Neighbourhood Plans were introduced by the government in 2011 with the intention of giving communities a greater say in planning for their local area:
Neighbourhood planning gives communities direct power to develop a shared vision for their neighbourhood and shape the development and growth of their local area. They are able to choose where they want new homes, shops and offices to be built, have their say on what those new buildings should look like and what infrastructure should be provided, and grant planning permission for the new buildings they want to see go ahead..(Department for Communities and Local Government, 2016)
There are many neighbourhood plans already in place all over the country. In Berkshire, several plans are in force and more are being developed.

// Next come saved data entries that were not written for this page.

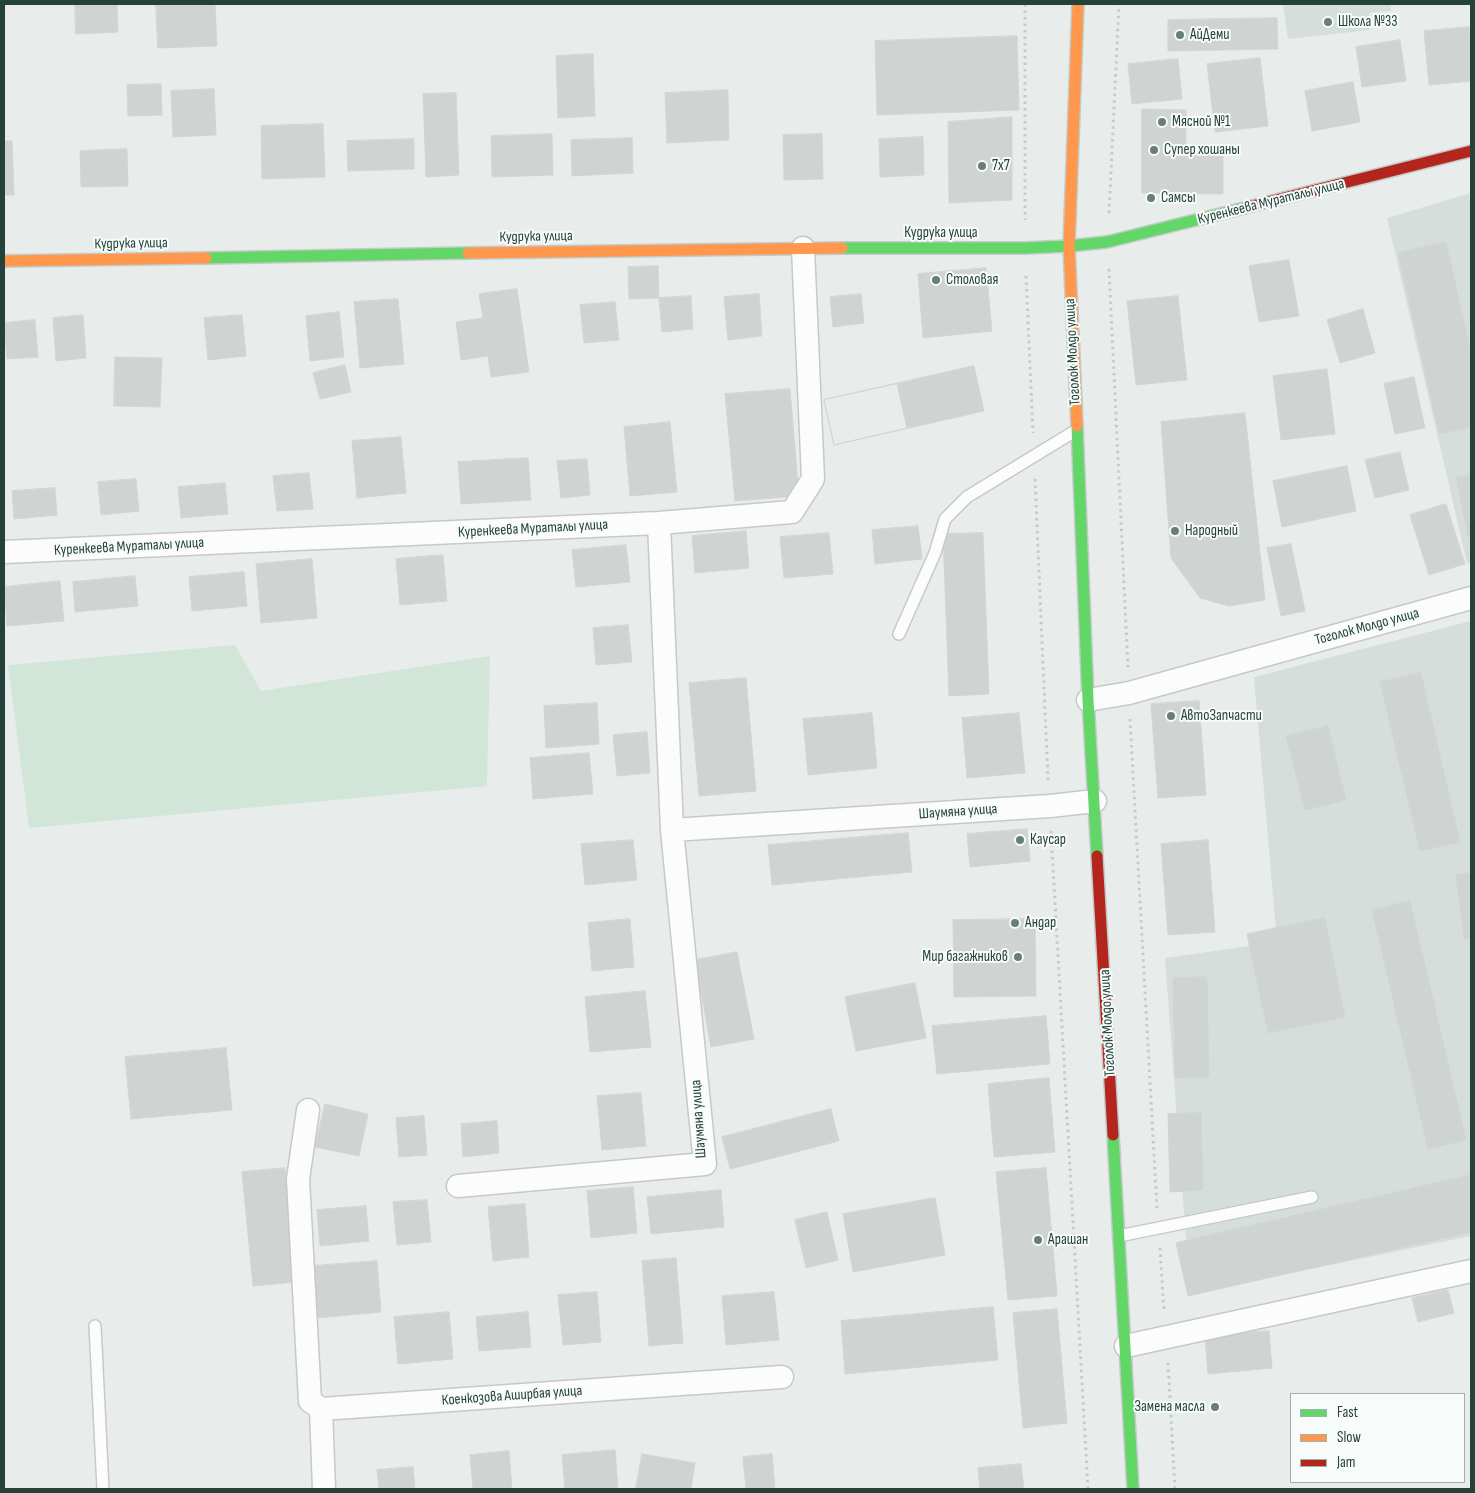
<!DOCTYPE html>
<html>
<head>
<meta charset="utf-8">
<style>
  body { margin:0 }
  #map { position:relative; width:1475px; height:1493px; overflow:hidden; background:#e8edeb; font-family:"Sofia Sans Condensed",sans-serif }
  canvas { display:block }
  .frame { position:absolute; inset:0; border:5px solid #24423a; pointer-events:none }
  .legend { position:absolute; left:1290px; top:1393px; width:175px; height:90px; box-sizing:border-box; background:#f7fbf9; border:1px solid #a3b1ad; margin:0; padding:6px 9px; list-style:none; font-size:15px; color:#24423a }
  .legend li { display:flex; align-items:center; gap:10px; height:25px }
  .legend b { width:25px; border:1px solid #a3b1ad }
</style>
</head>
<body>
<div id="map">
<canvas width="1475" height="1493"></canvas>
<div class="frame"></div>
<ul class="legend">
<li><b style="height:6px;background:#63d668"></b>Fast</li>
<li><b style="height:6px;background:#ff974d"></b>Slow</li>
<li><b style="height:6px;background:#b3261e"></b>Jam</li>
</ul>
</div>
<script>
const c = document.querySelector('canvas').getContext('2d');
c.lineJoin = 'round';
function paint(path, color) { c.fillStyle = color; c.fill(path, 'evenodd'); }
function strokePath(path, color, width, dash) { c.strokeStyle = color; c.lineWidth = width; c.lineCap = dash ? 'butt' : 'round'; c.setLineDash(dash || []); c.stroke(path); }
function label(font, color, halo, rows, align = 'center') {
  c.font = font + ' "Sofia Sans Condensed",sans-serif'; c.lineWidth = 4; c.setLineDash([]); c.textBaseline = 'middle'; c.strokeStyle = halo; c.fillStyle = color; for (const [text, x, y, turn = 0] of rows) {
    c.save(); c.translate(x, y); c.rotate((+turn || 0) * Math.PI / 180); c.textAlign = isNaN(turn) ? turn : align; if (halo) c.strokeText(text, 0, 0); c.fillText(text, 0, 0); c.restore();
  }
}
paint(new Path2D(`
  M1283 4H1390L1391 11 1369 13 1370 30 1288 39Z
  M1471 193V562L1467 563 1387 218Z
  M1471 621V1236L1190 1294 1165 958 1277 942 1254 677Z`), '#d6dedb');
paint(new Path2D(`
  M235 645 261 691 490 656 487 786 29 828 8 665Z`), '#d1e6d8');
const building = new Path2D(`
  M75 4H117L118 32 76 34Z
  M156 4H215L217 46 158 48Z
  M1277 18 1278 49 1168 51V20Z
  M1469 27 1471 51V81L1429 85 1424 31Z
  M1017 36 1019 110 877 115 875 41Z
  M1400 40 1406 81 1362 87 1356 47Z
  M593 54 595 116 558 118 556 56Z
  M1260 58 1268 126 1215 132 1207 64Z
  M1178 59 1182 99 1132 104 1128 64Z
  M1353 82 1360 122 1312 131 1305 91Z
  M161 84 162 115 128 116 127 85Z
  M214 89 216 135 173 137 171 91Z
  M728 90 729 140 667 143 665 93Z
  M456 93 459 175 426 177 423 94Z
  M1142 109 1186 110V155H1223V194L1142 193Z
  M1012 117V200L949 203 948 122Z
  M323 124 325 177 262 179 261 126Z
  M552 134 553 175 492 177 491 136Z
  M822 134 823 179 784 180 783 135Z
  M923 137 924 175 880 177 879 139Z
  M632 138 633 173 572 176 571 140Z
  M414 139V169L348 171 347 141Z
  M4 141H12L14 195H4Z
  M127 149 128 186 81 187 80 151Z
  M1446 242 1471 353V427L1439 434 1398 253Z
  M1289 260 1299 316 1259 322 1249 266Z
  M658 266 659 298 629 299 628 267Z
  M986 268 992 331 923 338 918 274Z
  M517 289 529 372 491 377 488 356 461 360 456 322 483 318 479 294Z
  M759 294 762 336 728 340 724 297Z
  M861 294 864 323 833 327 830 297Z
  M691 296 693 329 662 332 659 298Z
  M1178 296 1187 380 1136 385 1127 301Z
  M398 299 404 364 360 368 354 302Z
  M615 302 619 340 584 343 580 305Z
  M1363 309 1375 353 1340 363 1327 320Z
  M339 312 344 357 310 361 306 316Z
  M83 315 86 358 56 361 53 318Z
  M242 315 246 356 208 360 204 318Z
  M35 320 38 357 7 359 4 323Z
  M115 357 162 358 160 407 114 406Z
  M345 365 351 392 320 399 313 373Z
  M974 366 984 411 834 445 824 400Z
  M1327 369 1335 434 1281 440 1273 376Z
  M1414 377 1425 428 1395 434 1384 384Z
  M897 384 907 428 834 445 824 400Z
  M790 389 799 496 735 501 725 394Z
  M1245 413 1265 600 1229 606 1200 598 1171 558 1161 422Z
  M670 422 677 492 630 496 624 427Z
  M401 437 406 493 357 498 352 441Z
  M1400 452 1409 490 1375 498 1365 460Z
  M528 458 531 500 461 504 458 462Z
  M587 459 590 495 561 498 557 461Z
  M1347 466 1356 511 1282 527 1273 481Z
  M309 473 313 509 277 511 273 476Z
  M1471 475V536H1468L1456 478Z
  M136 479 139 511 101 515 98 482Z
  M225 483 228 514 181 518 178 487Z
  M55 488 57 515 14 519 12 491Z
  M1446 504 1465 564 1429 575 1410 515Z
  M918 526 922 559 875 564 872 530Z
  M746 531 749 568 695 573 692 536Z
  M829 533 833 574 784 578 780 537Z
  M983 533 989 694 949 696 943 534Z
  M1291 544 1305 611 1281 616 1267 548Z
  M626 545 630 582 576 587 572 550Z
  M443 555 447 601 400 605 396 559Z
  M312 559 317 618 261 623 256 564Z
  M244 572 247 606 192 611 189 577Z
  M135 576 138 606 75 612 73 582Z
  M60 581 64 621 7 626 4 587Z
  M628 625 632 662 596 665 593 628Z
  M1421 673 1460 842 1420 851 1380 682Z
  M746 678 756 791 699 796 689 683Z
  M1199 701 1206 795 1158 798 1151 704Z
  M597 703 599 744 546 748 544 706Z
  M872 713 877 768 808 775 803 719Z
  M1019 713 1025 773 967 778 962 718Z
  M1328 726 1346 800 1305 810 1286 736Z
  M647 732 650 773 617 776 613 735Z
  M589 753 593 794 533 799 530 758Z
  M1027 829 1030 861 970 867 967 834Z
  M908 833 912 872 772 885 768 845Z
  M633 840 637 880 585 885 581 844Z
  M1208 840 1215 932 1168 935 1161 844Z
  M1471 873V938L1464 939 1456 875Z
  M1410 901 1466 1140 1428 1149 1372 910Z
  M1325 918 1345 1017 1268 1033 1247 934Z
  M630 919 634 967 592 971 588 923Z
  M1035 919 1036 996 954 997 953 920Z
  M737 952 754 1039 711 1047 695 960Z
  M1207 977 1209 1077 1175 1078 1173 978Z
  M915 983 926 1038 856 1051 845 997Z
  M645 991 651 1047 590 1052 585 997Z
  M1046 1016 1050 1064 937 1074 932 1026Z
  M226 1048 232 1110 131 1119 125 1057Z
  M1049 1078 1055 1152 994 1157 988 1084Z
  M641 1093 646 1146 602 1150 597 1096Z
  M325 1104 368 1114 359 1156 315 1147Z
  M831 1109 839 1141 730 1169 722 1137Z
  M1201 1113 1203 1190 1170 1192 1168 1114Z
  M424 1116 427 1155 399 1157 396 1118Z
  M497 1121 499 1153 463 1157 461 1124Z
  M285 1168 296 1282 253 1286 242 1172Z
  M1046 1168 1057 1296 1008 1300 996 1172Z
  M1471 1175V1232L1188 1296 1176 1243Z
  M633 1187 637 1233 591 1238 587 1191Z
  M721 1190 724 1227 651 1234 647 1197Z
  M935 1198 945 1255 853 1272 843 1214Z
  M427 1200 431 1242 397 1245 393 1202Z
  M525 1204 529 1257 493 1261 488 1207Z
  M366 1206 369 1241 320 1246 317 1210Z
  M827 1212 838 1260 806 1268 795 1220Z
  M676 1258 683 1343 649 1346 642 1261Z
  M377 1261 381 1312 318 1318 313 1266Z
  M1448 1290 1454 1313 1418 1322 1412 1298Z
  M597 1292 601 1342 563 1345 558 1295Z
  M774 1292 779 1340 726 1345 722 1296Z
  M993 1307 998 1360 845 1374 841 1321Z
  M1057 1309 1067 1423 1023 1428 1013 1313Z
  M449 1312 453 1359 398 1364 394 1317Z
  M528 1312 531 1347 479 1351 476 1317Z
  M1269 1331 1272 1368 1208 1374 1205 1336Z
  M615 1450 618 1489H565L562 1455Z
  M509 1451 512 1489H473L470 1455Z
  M642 1454 695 1463 691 1489H636Z
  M772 1454 775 1489H746L743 1457Z
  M1021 1464 1024 1489H980L978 1468Z
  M413 1467 415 1489H379L377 1470Z`);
paint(building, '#cfd4d2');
strokePath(building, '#d1d6d4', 1);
const lane = new Path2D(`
  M899 634 935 553 945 519 967 497 1075 431
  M1119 1236 1312 1197
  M95 1326 103 1489`);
const street = new Path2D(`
  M4 552 659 523 792 512 813 479 803 248
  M1088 700 1129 693 1471 598
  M672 830 1050 806 1095 801
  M308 1110 298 1179 310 1401 321 1409
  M458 1186 705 1164 672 830 659 523
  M1126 1346 1471 1271
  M324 1489 321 1409 782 1377`);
const fast = new Path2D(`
  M842 248H1025L1069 246 1107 242 1244 208
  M206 258 468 253
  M1077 426 1088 700 1097 856
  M1113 1135 1133 1489`);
const slow = new Path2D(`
  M468 253 842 248
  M4 261 206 258
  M1077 426 1069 246 1078 4`);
const jam = new Path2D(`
  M1244 208 1471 151
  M1097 856 1113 1135`);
strokePath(lane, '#c5cac8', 14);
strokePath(street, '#c5cac8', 25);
strokePath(fast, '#c3cbc8', 14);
strokePath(slow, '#c3cbc8', 14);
strokePath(jam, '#c3cbc8', 14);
strokePath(new Path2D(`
  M1025 4V220
  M1109 213 1119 4
  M1109 269 1128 668
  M1026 276 1033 433
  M1035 479 1048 780
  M1130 719 1157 1209
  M1051 831 1088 1489
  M1160 1248 1164 1311
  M1168 1363 1175 1489`), '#c3ccca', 3, [2.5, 4]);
strokePath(lane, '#fcfcfc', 11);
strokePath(street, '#fcfcfc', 22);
strokePath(fast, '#63d668', 11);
strokePath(slow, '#ff974d', 11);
strokePath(jam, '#b3261e', 11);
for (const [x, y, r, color] of [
  [1328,22,5,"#697e78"],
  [1180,35,5,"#697e78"],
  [1162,122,5,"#697e78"],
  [1154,150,5,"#697e78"],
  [982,166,5,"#697e78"],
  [1151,198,5,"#697e78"],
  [936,280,5,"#697e78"],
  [1175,531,5,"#697e78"],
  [1171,716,5,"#697e78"],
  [1020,840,5,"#697e78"],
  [1015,923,5,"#697e78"],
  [1018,957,5,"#697e78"],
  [1038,1240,5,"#697e78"],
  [1215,1407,5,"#697e78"]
]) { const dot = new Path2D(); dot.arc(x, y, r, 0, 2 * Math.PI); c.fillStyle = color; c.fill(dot); strokePath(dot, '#f7fbf9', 2); }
label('15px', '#24423a', '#f7fbf9', [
  ["Школа №33",1338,22],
  ["АйДеми",1190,35],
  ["Мясной №1",1172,122],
  ["Супер хошаны",1164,150],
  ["7x7",992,166],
  ["Самсы",1161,198],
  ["Столовая",946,280],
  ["Народный",1185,531],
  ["АвтоЗапчасти",1181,716],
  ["Каусар",1030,840],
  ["Андар",1025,923],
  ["Мир багажников",1008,957,"right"],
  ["Арашан",1048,1240],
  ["Замена масла",1205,1407,"right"]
], 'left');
label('15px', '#24423a', '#f7fbf9', [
  ["Куренкеева Мураталы улица",1271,202,-14],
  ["Кудрука улица",941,233],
  ["Кудрука улица",536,237,-1],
  ["Кудрука улица",131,244,-1],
  ["Тоголок Молдо улица",1073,352,-93],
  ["Куренкеева Мураталы улица",533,529,-3],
  ["Куренкеева Мураталы улица",129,547,-3],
  ["Тоголок Молдо улица",1367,627,-15],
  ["Шаумяна улица",958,812,-4],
  ["Тоголок Молдо улица",1108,1023,-93],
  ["Шаумяна улица",699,1119,-94],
  ["Коенкозова Аширбая улица",512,1396,-4]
]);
</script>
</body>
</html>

To help deliver the plan, communities that take a proactive approach by drawing up a neighbourhood plan and secure the consent of local people in a referendum, will benefit from 25 percent of the revenues from the Community Infrastructure Levy arising from the development that takes place in their area. Without a plan in place, this amount reduces to 15% and is capped at a maximum amount per new house.
Once a neighbourhood plan is in force following a successful referendum, it carries real legal weight. Decision makers are obliged to consider proposals for development in the neighbourhood against the neighbourhood plan.
The Steering Group has completed the first six stages of the process. Currently work is progressing on stage 7 – Writing the Plan. It is expected that a draft of the plan will be made available for public consultation early in the summer.